I have a chance to pick up a Trek 3200 composite frame from a local used bike parts dealer for $150.00. However, I can find little or no information on this frame such as when it was in production, specs, qualities good or bad, etc. I checked on the Trek website, but seems nothing there. Google search didn't produce much of anything either (though I'm not the best searcher). The frame is in excellent shape and includes an aluminum fork. If I could find more info on this frame I thought perhaps it might become a good build project. Anyone here have any experience with this frame? Anything special I should know? Any info appreciated.


----------



## Dave Hickey (Jan 27, 2002)

5am said:


> I have a chance to pick up a Trek 3200 composite frame from a local used bike parts dealer for $150.00. However, I can find little or no information on this frame such as when it was in production, specs, qualities good or bad, etc. I checked on the Trek website, but seems nothing there. Google search didn't produce much of anything either (though I'm not the best searcher). The frame is in excellent shape and includes an aluminum fork. If I could find more info on this frame I thought perhaps it might become a good build project. Anyone here have any experience with this frame? Anything special I should know? Any info appreciated.

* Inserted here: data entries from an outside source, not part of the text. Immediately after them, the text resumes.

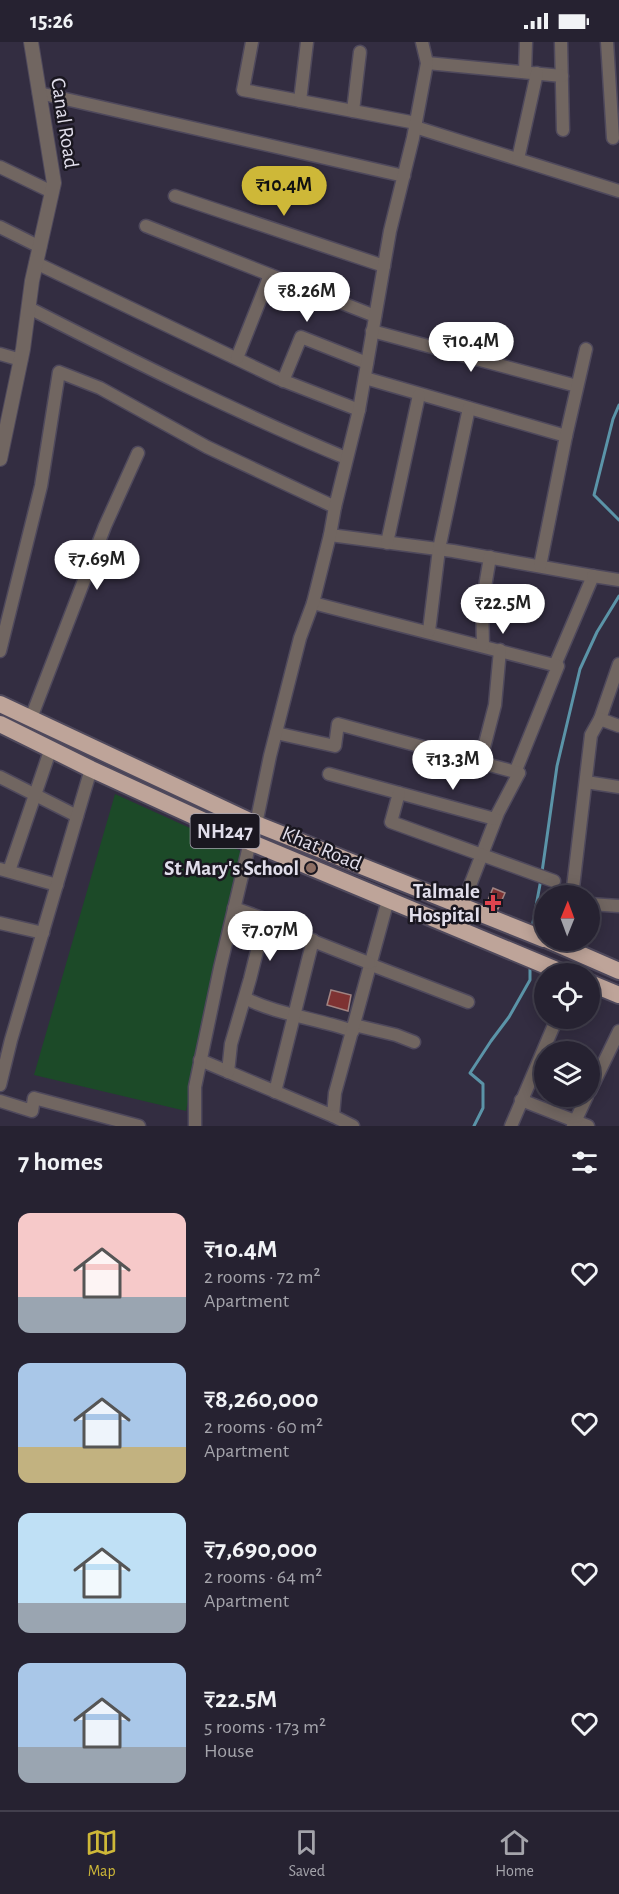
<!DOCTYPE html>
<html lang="en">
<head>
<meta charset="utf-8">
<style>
	:root { --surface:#262231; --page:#322f3d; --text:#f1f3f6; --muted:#a4a4ab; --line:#423f4d; --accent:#ceb838 }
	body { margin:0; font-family:"Alegreya Sans",sans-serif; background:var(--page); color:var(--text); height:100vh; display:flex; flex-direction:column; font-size:22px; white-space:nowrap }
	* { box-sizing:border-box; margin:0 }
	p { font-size:20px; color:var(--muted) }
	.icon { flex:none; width:33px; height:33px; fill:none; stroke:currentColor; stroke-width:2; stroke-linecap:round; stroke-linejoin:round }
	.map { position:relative; height:1084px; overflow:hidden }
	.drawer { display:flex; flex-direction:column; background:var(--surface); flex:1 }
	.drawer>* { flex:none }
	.needle { width:39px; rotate:1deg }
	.fabs { position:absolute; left:534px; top:843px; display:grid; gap:12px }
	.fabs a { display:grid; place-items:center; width:66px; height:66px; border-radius:50%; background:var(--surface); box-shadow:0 3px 15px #0003,0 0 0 2px var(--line); font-size:30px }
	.price { position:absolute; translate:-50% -51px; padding:0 14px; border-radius:21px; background:#fff; color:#222; font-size:20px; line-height:39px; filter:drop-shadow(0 2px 3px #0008) }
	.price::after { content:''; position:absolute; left:50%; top:36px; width:18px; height:14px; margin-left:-9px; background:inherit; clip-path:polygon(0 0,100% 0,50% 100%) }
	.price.selected { background:var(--accent); color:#111 }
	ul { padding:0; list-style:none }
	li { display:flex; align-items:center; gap:18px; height:150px; padding:0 18px }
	li span { display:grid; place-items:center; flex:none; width:168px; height:120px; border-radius:12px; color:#555 }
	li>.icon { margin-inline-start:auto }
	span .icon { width:72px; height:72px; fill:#fffc; stroke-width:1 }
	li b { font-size:26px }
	h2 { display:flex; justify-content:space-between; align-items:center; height:72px; padding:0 18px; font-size:26px }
	.status { display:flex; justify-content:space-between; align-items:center; height:42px; padding:0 30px; background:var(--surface); direction:ltr }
	.status svg { height:16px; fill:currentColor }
	.dock { display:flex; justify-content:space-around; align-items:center; height:84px; border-top:2px solid var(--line); background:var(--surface); font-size:16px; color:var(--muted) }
	.dock a { display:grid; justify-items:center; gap:3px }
	.dock .selected { color:var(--accent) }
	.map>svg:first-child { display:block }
</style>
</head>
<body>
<div class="status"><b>15:26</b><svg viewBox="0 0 49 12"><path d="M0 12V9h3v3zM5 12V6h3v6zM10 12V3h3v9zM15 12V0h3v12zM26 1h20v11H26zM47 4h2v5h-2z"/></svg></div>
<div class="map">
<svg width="619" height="1084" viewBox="0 0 619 1084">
	<rect width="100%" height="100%" fill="#332d41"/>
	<!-- green -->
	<polygon fill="#1c4a28" points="115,752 243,810 186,1069 34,1033"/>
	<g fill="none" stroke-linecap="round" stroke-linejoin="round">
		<!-- stream -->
		<g stroke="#5b94a8" stroke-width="3">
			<polyline points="619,363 613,377 594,453 619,478"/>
			<polyline points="542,830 557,724 580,627 597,590 619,554"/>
			<polyline points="532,886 541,837"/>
			<polyline points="474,1084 483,1066 483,1042 470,1031 491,999 509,975 530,938 530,923"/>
		</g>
	</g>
	<!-- building -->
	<g fill="#7e3232" stroke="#a18482" stroke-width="1.5">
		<polygon points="493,846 505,851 498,867 486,863"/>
		<polygon points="331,948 351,953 348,969 327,963"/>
	</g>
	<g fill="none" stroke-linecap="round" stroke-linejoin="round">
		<!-- minor casing -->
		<g stroke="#4f495c" stroke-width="15">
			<g id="minor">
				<polyline points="252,0 243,48 416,81"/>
				<polyline points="561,0 563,88"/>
				<polyline points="607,0 613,96"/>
				<polyline points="427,21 562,34"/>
				<polyline points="525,30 526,0"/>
				<polyline points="39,51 404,134"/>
				<polyline points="300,59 307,0"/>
				<polyline points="353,69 360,10"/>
				<polyline points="415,85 619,149"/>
				<polyline points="518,117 537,31"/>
				<polyline points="0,125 52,150"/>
				<polyline points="175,154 384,224"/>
				<polyline points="146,184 375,274"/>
				<polyline points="0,185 40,205"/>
				<polyline points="36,221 279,337 359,368"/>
				<path d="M29 266C133 319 238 371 346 416"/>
				<polyline points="372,289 577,344"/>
				<polyline points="0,312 21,318"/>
				<polyline points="237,316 270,233"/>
				<polyline points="365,336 566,394"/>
				<polyline points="283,339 301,295 367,321"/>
				<polyline points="330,493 453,509 593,534 555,623"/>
				<polyline points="387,501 419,353"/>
				<polyline points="540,524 566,394 586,307"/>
				<polyline points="593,534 619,538"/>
				<polyline points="313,561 558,624 516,728 519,731"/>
				<polyline points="429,589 439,507 469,366"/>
				<polyline points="483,603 482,563 490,515"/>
				<polyline points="0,609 41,444 59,330 100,346 207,405 335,465"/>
				<polyline points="31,676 105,484 138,411"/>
				<polyline points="600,677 619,622"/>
				<polyline points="276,691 335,704 338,682 519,731 498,771 462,864"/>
				<polyline points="480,721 495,663 500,608"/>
				<polyline points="329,732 495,777"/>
				<polyline points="0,735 77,774"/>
				<polyline points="586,740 619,745"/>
				<polyline points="399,751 391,780 554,839"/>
				<polyline points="256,782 270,714 300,596 313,561 330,493 335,465 359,368 390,189 413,96 427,21 422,0"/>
				<polyline points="0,827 57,843"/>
				<polyline points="9,829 51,706"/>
				<polyline points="572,854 591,693 600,677 619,684"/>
				<polyline points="590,862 619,864"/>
				<polyline points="234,866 265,877"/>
				<polyline points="0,881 43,891"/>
				<polyline points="369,922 468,960"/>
				<path d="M245 956C275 972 319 977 353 989"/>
				<polyline points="354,983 396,993 414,1000"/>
				<polyline points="200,1018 333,1074 335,1051 388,858"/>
				<polyline points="228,1030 231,1002 250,937 265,877 285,888 369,921"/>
				<polyline points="0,1043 11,998 91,727"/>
				<polyline points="590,1049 619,989"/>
				<polyline points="275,1050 313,898"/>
				<polyline points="521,1058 588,1084"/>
				<polyline points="0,1059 32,1069 34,1056 139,1084"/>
				<polyline points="333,1074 353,1084"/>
				<polyline points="195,1084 195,1045 220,926 250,800"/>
				<polyline points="511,1084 557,976"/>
				<polyline points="573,1084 587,1054"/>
			</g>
		</g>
		<!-- tertiary casing -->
		<g stroke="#4f495c" stroke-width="16">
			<polyline id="tertiary" points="0,417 23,307 32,239 54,141 31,0"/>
		</g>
		<!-- trunk casing -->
		<g stroke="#4f495c" stroke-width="20">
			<g id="trunk">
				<polyline points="0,662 256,782 544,897"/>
				<polyline points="0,682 91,727 250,800 566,932"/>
				<polyline points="548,898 619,929"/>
				<polyline points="590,941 619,953"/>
			</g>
		</g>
		<!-- minor -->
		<use href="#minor" stroke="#716661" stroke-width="12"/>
		<!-- tertiary -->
		<use href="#tertiary" stroke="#716661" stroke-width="14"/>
		<!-- trunk -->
		<use href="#trunk" stroke="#bea499" stroke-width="16"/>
	</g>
	<!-- markers -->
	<circle fill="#8d6e63" stroke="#1a1720" stroke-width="2" cx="311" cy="826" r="6"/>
	<path fill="#e0444e" stroke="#1a1720" stroke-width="2" d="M490 852h6v6h6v6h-6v6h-6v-6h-6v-6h6z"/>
	<g text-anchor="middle" stroke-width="5" stroke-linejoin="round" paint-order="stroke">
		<!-- shield labels -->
		<rect fill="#1a1720" stroke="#a5a2ae" stroke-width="1.5" x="190.5" y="772" width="69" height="34" rx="4.5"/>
		<g font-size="20" font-weight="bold" fill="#e1deeb">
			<text x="225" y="796">NH247</text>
		</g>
		<!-- street labels -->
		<g font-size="21" fill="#e1deeb" stroke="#1a1720">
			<text transform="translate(65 81) rotate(81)" y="7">Canal Road</text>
			<text transform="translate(322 806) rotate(23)" y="7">Khat Road</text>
		</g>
		<!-- poi labels -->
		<g font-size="21" font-weight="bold" fill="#e1deeb" stroke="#1a1720" text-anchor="end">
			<text x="299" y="833">St Mary's School</text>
			<text x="480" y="856">Talmale<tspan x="480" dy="24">Hospital</tspan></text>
		</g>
	</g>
</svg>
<div class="fabs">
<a><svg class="needle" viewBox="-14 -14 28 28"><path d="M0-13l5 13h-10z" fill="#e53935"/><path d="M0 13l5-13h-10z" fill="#a4a4ab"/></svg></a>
<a><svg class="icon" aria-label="locate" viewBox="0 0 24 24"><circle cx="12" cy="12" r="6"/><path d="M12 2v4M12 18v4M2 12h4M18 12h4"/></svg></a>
<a><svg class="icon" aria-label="layers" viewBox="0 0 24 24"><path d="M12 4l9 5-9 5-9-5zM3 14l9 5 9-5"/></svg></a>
</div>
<b class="price selected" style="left:284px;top:175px">₹10.4M</b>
<b class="price" style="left:307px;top:281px">₹8.26M</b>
<b class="price" style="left:471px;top:331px">₹10.4M</b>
<b class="price" style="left:97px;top:549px">₹7.69M</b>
<b class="price" style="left:503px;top:593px">₹22.5M</b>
<b class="price" style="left:453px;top:749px">₹13.3M</b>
<b class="price" style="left:270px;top:920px">₹7.07M</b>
</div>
<section class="drawer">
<h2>7 homes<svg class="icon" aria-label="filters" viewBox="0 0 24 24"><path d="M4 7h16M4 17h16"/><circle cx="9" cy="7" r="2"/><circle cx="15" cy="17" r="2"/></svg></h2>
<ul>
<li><span style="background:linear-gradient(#f6c9c9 70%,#9aa5b1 0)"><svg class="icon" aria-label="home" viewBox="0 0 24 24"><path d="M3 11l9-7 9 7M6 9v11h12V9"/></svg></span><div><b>₹10.4M</b><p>2 rooms · 72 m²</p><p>Apartment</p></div><svg class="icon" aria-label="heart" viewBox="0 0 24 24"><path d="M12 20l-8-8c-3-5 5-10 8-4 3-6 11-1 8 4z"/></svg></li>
<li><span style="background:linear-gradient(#a9c7e8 70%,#c2b280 0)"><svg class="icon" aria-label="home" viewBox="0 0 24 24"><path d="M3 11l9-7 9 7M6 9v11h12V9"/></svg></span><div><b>₹8,260,000</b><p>2 rooms · 60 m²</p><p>Apartment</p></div><svg class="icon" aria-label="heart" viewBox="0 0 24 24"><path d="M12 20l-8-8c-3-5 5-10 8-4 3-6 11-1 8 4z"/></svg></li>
<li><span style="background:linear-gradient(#bfe0f5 75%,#9aa5b1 0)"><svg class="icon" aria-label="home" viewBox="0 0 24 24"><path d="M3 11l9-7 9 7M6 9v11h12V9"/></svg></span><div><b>₹7,690,000</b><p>2 rooms · 64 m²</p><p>Apartment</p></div><svg class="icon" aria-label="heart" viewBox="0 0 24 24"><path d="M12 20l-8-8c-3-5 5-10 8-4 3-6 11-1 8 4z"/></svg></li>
<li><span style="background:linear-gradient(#a9c7e8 70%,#9aa5b1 0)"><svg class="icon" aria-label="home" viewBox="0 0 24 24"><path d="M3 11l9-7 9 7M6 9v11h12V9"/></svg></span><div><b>₹22.5M</b><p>5 rooms · 173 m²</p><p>House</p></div><svg class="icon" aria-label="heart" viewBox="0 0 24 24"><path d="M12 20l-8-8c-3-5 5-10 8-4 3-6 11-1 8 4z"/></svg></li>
</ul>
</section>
<nav class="dock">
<a class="selected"><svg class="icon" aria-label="map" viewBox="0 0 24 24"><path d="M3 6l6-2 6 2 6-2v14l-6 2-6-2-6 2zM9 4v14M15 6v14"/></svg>Map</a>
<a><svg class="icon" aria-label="saved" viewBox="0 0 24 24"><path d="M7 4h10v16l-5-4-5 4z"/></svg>Saved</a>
<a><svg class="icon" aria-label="home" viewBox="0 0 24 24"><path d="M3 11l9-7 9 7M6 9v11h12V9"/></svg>Home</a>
</nav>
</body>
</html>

I'm by no means a Trek expert but are you sure it's a 3200? I've seen 5200 and the old carbon tubed, aluminum lugged 2300, but I've never seen a 3200.


----------



## 5am (Mar 9, 2005)

Yes, it has a big white decal on the rear down tube with "3200" written on it. The top tube says "Composite". Never seen one like this before. I checked the bottom bracket for a serial number. Stamped there is three lines:

2500 82
51 0405
979797

Can't make heads or tails out of the stamped number though.


----------



## Bob1010 (Aug 17, 2003)

*3200*

I think that was produced in the mid-late 80's....aluminum lugs and carbon tubes tinted green? Had one and found it to flex considerably..I would check the joints very carefully as there were some problems with the joints bonding as these were the first acrbon bikes built by Trek...


----------



## Bikerchris (Apr 10, 2005)

*The frame says "2300". Trust me.*

There ain't no animal numbered "3200". Go back and take a look.


----------



## Sam-squatch (10 mo ago)

Dave Hickey said:


> I'm by no means a Trek expert but are you sure it's a 3200? I've seen 5200 and the old carbon tubed, aluminum lugged 2300, but I've never seen a 3200.


----------



## Sam-squatch (10 mo ago)

This is what I'm looking for info on. It seems to be a mountain bike, but I think it's considered a hybrid. The guy says it has disc brakes. Doesn't look like an 80s bike considering I'm old enough to remember those days haha. I'm trying to locate some brakes and can't find any info about this bike either.


----------